Task statement: Repeat only the stretch of lines below that runs from the line with "c.lineCap = dash ? 'butt' : 'round';" through the line with "M2000 673 2021 701 1987 727 1966 700Z", unaltered.

*** Materials provided ***

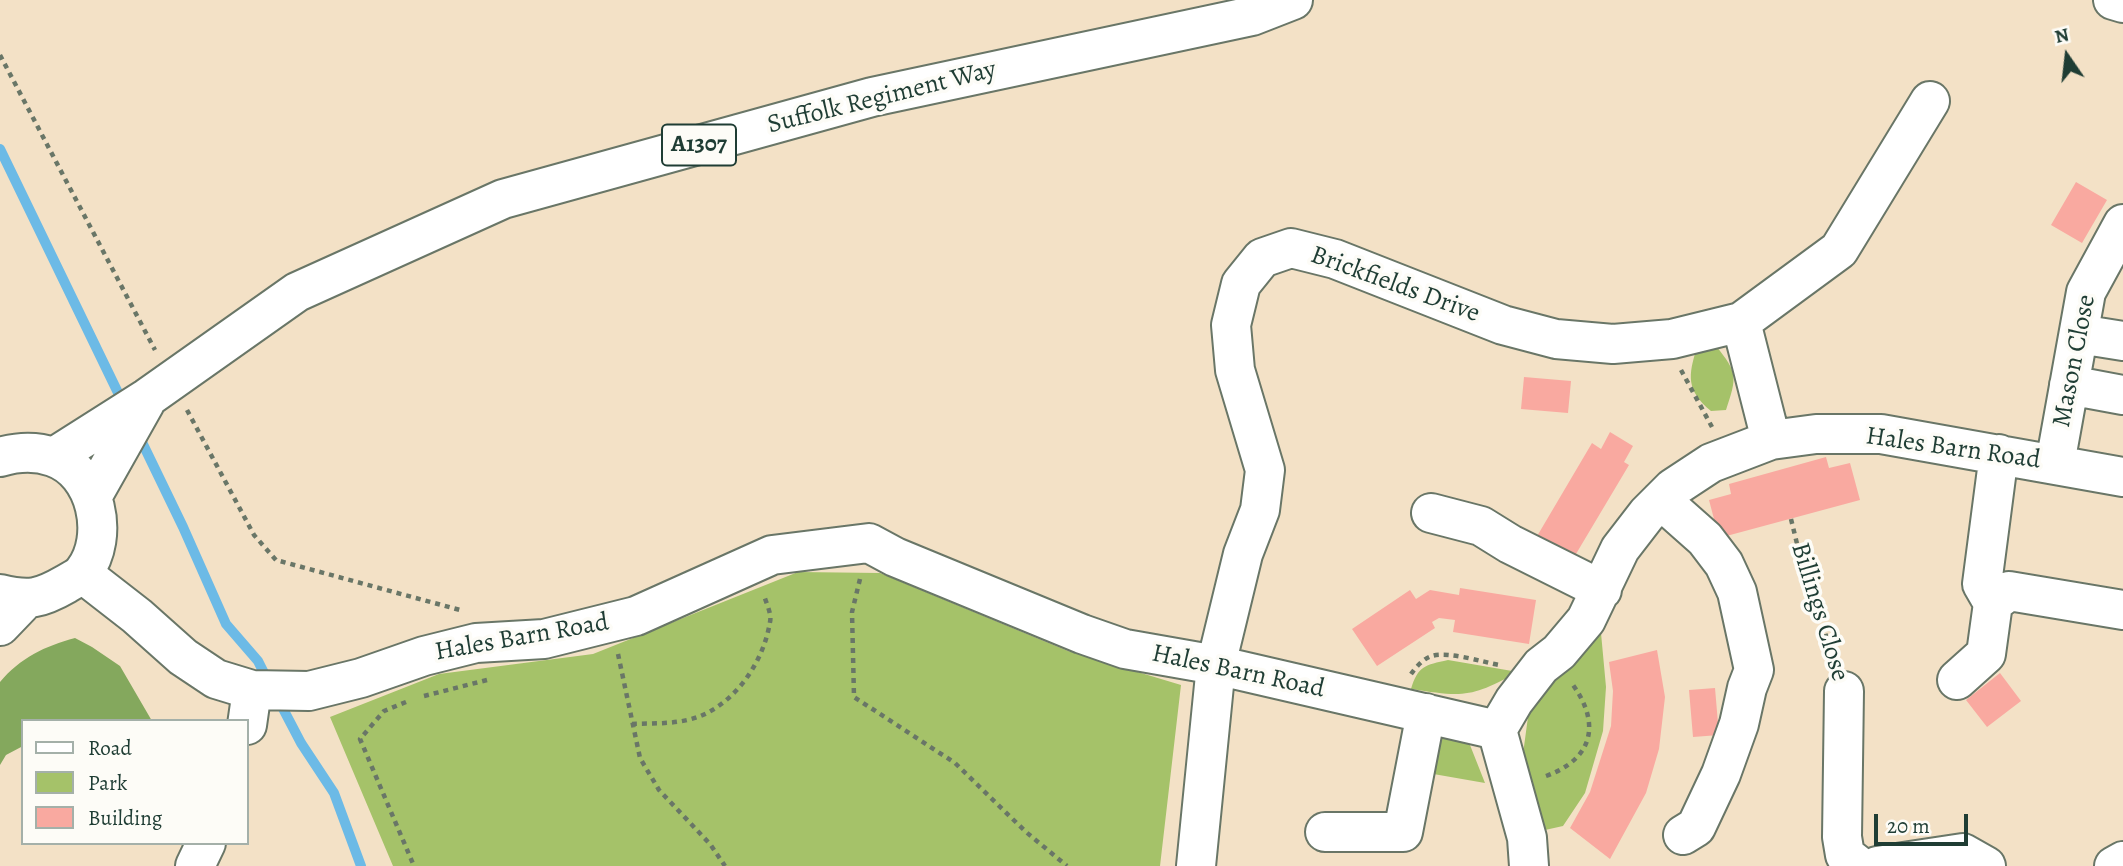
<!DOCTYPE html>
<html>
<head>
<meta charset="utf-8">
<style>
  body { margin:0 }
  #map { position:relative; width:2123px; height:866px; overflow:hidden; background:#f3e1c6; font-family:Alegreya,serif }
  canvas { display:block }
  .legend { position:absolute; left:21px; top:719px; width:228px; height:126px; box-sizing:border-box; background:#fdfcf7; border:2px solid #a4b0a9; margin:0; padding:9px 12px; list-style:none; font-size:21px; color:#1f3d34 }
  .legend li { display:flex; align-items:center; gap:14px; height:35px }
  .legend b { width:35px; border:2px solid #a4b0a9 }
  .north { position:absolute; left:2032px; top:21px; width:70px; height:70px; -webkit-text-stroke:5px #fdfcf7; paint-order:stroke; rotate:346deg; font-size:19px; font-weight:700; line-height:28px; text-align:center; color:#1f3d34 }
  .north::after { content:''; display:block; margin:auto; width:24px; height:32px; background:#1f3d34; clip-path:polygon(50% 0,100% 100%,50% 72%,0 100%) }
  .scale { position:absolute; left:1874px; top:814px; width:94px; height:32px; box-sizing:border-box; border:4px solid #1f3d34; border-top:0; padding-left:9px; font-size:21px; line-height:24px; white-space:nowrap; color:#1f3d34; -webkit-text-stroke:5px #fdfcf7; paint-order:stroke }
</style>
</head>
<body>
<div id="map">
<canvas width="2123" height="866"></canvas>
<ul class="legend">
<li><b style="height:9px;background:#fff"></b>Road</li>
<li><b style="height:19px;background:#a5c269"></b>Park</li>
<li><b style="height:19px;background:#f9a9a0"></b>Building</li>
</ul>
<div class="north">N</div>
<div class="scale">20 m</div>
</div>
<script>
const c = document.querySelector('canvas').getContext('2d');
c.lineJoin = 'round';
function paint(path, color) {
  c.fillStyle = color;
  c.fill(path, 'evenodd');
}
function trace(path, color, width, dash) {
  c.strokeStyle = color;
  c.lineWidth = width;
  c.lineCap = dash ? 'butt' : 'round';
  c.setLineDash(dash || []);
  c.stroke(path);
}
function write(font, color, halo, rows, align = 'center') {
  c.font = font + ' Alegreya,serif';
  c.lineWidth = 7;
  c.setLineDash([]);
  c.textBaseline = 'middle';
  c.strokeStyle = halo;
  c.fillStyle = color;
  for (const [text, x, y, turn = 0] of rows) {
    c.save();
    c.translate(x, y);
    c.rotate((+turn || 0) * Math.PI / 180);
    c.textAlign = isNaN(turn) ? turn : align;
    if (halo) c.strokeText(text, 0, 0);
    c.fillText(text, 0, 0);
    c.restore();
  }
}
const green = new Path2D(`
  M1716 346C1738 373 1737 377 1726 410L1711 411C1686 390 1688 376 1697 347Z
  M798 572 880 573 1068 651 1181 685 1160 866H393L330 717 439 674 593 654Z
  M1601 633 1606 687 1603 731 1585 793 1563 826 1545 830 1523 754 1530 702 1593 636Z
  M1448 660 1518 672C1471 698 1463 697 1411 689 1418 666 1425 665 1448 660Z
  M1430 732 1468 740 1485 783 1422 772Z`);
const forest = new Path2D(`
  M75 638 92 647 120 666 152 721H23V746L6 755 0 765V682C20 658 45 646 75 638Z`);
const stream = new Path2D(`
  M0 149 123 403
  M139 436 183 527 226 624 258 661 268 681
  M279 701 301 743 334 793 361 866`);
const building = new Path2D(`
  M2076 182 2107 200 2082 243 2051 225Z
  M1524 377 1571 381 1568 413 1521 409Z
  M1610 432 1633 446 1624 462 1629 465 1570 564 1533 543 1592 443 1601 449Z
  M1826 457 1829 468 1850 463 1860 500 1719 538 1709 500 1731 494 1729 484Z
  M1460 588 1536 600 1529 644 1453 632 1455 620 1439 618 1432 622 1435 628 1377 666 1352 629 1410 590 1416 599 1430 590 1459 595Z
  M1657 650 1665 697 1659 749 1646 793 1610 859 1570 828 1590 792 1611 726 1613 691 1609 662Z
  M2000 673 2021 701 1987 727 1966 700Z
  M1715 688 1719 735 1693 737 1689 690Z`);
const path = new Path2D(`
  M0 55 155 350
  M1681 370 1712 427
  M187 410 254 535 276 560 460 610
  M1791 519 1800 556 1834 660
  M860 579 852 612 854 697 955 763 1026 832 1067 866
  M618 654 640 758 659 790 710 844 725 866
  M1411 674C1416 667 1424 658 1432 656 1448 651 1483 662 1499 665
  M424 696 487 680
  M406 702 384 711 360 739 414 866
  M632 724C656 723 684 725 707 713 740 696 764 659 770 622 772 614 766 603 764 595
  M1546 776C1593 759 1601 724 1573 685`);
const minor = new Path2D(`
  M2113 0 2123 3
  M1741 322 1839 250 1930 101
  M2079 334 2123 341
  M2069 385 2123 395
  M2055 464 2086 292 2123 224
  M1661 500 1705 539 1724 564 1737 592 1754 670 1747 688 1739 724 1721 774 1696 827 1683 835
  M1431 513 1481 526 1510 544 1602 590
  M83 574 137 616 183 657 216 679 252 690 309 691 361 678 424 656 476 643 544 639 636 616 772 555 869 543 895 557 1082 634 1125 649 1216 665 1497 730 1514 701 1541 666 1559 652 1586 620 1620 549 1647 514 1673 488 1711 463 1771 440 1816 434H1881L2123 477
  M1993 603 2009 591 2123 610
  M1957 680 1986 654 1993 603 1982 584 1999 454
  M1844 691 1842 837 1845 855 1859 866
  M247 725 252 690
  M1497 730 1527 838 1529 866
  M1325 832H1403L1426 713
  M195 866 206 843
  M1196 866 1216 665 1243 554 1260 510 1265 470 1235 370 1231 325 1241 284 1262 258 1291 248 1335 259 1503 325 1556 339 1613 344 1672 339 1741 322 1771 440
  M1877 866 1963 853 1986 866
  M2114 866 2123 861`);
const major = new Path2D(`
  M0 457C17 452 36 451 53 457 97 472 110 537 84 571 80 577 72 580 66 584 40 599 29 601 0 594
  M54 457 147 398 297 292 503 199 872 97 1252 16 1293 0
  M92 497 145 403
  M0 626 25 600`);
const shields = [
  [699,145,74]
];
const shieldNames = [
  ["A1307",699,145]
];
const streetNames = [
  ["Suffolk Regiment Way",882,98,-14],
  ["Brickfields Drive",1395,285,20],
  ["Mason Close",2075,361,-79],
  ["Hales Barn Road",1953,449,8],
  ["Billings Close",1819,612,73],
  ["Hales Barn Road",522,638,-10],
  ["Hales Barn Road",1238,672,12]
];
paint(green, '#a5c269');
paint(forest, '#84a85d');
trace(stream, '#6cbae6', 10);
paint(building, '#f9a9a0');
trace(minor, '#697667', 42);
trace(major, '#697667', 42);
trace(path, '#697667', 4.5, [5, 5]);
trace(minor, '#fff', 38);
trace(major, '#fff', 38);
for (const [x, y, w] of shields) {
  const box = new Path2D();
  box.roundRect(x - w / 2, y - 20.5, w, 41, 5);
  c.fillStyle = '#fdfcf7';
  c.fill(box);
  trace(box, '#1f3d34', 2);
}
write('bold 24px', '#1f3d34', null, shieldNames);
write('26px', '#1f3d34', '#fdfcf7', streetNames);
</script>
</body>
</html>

*** End of Materials provided ***

Task result:
  c.lineCap = dash ? 'butt' : 'round';
  c.setLineDash(dash || []);
  c.stroke(path);
}
function write(font, color, halo, rows, align = 'center') {
  c.font = font + ' Alegreya,serif';
  c.lineWidth = 7;
  c.setLineDash([]);
  c.textBaseline = 'middle';
  c.strokeStyle = halo;
  c.fillStyle = color;
  for (const [text, x, y, turn = 0] of rows) {
    c.save();
    c.translate(x, y);
    c.rotate((+turn || 0) * Math.PI / 180);
    c.textAlign = isNaN(turn) ? turn : align;
    if (halo) c.strokeText(text, 0, 0);
    c.fillText(text, 0, 0);
    c.restore();
  }
}
const green = new Path2D(`
  M1716 346C1738 373 1737 377 1726 410L1711 411C1686 390 1688 376 1697 347Z
  M798 572 880 573 1068 651 1181 685 1160 866H393L330 717 439 674 593 654Z
  M1601 633 1606 687 1603 731 1585 793 1563 826 1545 830 1523 754 1530 702 1593 636Z
  M1448 660 1518 672C1471 698 1463 697 1411 689 1418 666 1425 665 1448 660Z
  M1430 732 1468 740 1485 783 1422 772Z`);
const forest = new Path2D(`
  M75 638 92 647 120 666 152 721H23V746L6 755 0 765V682C20 658 45 646 75 638Z`);
const stream = new Path2D(`
  M0 149 123 403
  M139 436 183 527 226 624 258 661 268 681
  M279 701 301 743 334 793 361 866`);
const building = new Path2D(`
  M2076 182 2107 200 2082 243 2051 225Z
  M1524 377 1571 381 1568 413 1521 409Z
  M1610 432 1633 446 1624 462 1629 465 1570 564 1533 543 1592 443 1601 449Z
  M1826 457 1829 468 1850 463 1860 500 1719 538 1709 500 1731 494 1729 484Z
  M1460 588 1536 600 1529 644 1453 632 1455 620 1439 618 1432 622 1435 628 1377 666 1352 629 1410 590 1416 599 1430 590 1459 595Z
  M1657 650 1665 697 1659 749 1646 793 1610 859 1570 828 1590 792 1611 726 1613 691 1609 662Z
  M2000 673 2021 701 1987 727 1966 700Z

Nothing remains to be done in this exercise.